Defense officials also will need to monitor the conversion of domestic refinements to process sweet oil into gasoline. Most U.S. refineries are configured to deal with heavier oil, mainly from Venezuela and the Middle East, which have always constituted most of America's imports. But as these refineries switch to dealing with the lighter, sweeter variety, then the intake of heavier oil is also likely to dwindle. This could affect the magnitude of the U.S. military presence in and around the Middle East or other heavy oil producers.

U.S. security officials also will likely place more emphasis on protecting the infrastructure of domestic oil and gas, which could become enemy targets in any future conflict. And the advent of shale will prompt national-security officials to focus on water supplies, the need to defend America's domestic production and also perhaps to disrupt the production of shale energy in adversary nations. The extraction of shale energy for both oil and gas requires huge quantities of water. During the initial drilling the water is used to float broken rock and debris to the surface and also to cool and lubricate the drill bit.

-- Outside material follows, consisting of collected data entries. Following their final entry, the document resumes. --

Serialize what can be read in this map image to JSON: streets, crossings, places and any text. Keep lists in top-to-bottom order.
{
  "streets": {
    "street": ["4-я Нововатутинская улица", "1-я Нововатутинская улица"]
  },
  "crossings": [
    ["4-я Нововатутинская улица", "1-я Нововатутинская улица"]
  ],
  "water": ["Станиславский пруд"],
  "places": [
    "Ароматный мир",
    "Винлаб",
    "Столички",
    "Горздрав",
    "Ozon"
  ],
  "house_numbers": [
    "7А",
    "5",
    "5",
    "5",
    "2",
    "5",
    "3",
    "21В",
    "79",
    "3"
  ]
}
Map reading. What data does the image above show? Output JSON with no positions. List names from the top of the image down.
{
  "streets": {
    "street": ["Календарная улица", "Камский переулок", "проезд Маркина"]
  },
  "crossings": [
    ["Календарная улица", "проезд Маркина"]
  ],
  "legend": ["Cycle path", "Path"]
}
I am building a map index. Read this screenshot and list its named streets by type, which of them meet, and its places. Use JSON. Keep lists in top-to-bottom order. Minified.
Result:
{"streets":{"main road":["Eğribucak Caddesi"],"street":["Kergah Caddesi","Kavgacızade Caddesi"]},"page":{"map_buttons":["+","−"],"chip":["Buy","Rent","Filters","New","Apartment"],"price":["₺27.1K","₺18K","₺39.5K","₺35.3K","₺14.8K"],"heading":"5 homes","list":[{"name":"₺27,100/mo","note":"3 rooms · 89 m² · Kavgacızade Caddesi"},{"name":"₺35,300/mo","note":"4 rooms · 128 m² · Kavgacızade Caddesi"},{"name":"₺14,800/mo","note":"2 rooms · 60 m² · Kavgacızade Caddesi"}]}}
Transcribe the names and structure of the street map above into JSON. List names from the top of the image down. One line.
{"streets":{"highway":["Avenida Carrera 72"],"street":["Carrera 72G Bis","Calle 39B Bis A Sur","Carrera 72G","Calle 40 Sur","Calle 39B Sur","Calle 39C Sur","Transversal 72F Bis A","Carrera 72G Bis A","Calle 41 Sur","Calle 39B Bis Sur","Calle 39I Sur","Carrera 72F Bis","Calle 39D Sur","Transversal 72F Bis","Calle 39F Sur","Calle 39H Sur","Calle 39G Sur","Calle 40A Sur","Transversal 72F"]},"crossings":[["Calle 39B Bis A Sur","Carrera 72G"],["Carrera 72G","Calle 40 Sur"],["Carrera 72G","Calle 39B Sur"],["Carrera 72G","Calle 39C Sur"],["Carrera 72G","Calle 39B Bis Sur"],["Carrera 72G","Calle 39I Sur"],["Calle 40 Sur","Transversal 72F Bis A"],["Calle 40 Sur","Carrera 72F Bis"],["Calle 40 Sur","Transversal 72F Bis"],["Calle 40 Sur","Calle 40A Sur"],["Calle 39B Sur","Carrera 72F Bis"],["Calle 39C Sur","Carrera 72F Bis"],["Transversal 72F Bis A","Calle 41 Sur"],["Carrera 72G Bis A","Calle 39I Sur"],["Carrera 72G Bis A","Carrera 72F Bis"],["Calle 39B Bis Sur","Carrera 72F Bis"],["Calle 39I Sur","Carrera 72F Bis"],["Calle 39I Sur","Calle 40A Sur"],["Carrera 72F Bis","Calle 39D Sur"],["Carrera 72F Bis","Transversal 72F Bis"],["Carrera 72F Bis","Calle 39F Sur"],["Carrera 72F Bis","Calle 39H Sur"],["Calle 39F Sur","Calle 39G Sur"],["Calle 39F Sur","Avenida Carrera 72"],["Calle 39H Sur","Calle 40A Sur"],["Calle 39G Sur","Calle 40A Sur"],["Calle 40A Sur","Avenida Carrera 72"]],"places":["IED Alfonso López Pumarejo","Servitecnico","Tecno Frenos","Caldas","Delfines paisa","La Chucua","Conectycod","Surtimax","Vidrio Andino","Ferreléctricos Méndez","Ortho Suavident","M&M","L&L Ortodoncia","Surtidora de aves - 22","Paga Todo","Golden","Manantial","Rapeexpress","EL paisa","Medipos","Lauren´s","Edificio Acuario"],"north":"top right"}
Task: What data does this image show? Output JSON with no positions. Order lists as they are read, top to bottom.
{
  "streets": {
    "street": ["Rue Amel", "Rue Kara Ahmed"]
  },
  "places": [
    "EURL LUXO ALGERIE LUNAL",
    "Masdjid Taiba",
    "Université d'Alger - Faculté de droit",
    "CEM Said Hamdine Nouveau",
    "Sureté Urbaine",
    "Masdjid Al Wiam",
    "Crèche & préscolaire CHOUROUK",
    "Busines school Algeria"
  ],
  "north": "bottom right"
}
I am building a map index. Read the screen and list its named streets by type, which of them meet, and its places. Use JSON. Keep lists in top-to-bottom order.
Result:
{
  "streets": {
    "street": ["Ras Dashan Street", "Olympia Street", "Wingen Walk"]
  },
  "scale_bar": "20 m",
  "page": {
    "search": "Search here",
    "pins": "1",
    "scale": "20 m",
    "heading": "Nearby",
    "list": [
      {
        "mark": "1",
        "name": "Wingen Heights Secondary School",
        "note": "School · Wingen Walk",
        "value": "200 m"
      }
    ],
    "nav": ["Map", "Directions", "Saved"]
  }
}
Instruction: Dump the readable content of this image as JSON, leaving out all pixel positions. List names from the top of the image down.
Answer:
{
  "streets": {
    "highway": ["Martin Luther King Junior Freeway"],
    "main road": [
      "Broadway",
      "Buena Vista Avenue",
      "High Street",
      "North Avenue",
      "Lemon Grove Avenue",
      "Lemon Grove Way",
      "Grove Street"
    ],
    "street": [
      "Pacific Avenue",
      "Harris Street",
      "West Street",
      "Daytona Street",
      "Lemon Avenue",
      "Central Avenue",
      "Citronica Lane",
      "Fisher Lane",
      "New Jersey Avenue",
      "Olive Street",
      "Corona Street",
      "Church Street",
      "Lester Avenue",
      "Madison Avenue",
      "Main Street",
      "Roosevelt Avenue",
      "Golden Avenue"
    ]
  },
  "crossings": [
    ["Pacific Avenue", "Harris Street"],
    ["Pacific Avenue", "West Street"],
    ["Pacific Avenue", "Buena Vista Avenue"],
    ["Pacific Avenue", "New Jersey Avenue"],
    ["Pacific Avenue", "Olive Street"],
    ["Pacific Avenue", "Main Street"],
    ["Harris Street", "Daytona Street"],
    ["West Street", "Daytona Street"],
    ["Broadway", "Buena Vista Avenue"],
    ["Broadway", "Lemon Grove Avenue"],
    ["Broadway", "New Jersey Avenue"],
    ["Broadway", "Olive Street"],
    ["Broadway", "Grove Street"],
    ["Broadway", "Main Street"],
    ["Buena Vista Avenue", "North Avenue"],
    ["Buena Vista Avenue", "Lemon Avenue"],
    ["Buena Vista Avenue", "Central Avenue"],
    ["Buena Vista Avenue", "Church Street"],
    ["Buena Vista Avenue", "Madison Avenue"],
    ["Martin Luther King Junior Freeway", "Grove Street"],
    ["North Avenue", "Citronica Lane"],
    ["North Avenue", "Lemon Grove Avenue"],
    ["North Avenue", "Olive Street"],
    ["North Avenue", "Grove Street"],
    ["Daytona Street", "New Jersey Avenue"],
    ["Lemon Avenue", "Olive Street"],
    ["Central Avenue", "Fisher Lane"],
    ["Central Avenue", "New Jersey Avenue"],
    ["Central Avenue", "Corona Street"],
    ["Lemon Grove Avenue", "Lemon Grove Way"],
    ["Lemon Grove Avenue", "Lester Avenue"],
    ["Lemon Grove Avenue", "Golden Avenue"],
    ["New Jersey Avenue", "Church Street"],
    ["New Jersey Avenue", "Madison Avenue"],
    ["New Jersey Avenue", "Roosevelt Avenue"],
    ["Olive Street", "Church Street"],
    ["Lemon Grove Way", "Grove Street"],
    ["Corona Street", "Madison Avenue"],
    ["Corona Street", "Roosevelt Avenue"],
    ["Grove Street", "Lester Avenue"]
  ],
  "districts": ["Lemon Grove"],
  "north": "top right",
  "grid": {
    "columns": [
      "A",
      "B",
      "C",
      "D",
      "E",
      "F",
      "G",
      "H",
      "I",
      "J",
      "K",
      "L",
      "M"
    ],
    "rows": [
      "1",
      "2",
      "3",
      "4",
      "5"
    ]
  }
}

More water is then injected into the horizontal borehole of the well at a very high pressure to "hydraulically fracture" the rock (hence the term "fracking") and then release the petroleum within. Drilling and fracking each well typically requires between two million and four million gallons of water, sometimes within one week, and during their lifetime (usually five to twenty years) wells are often refractured to release further deposits.

America's own shale industry currently draws from both local and regional sources: for example, there are thousands of wells in the Marcellus basin, which covers a region of around 124,000 square kilometers from New York to West Virginia. These wells draw largely upon the Susquehanna and Delaware rivers, and drilling consumes a very large amount of water—around twenty-eight million gallons—every day. Although this figure is less than a fifth of the total consumed by electric-power generation, this does not detract from the strategic importance of water, which will become central to the energy security of every major shale producer.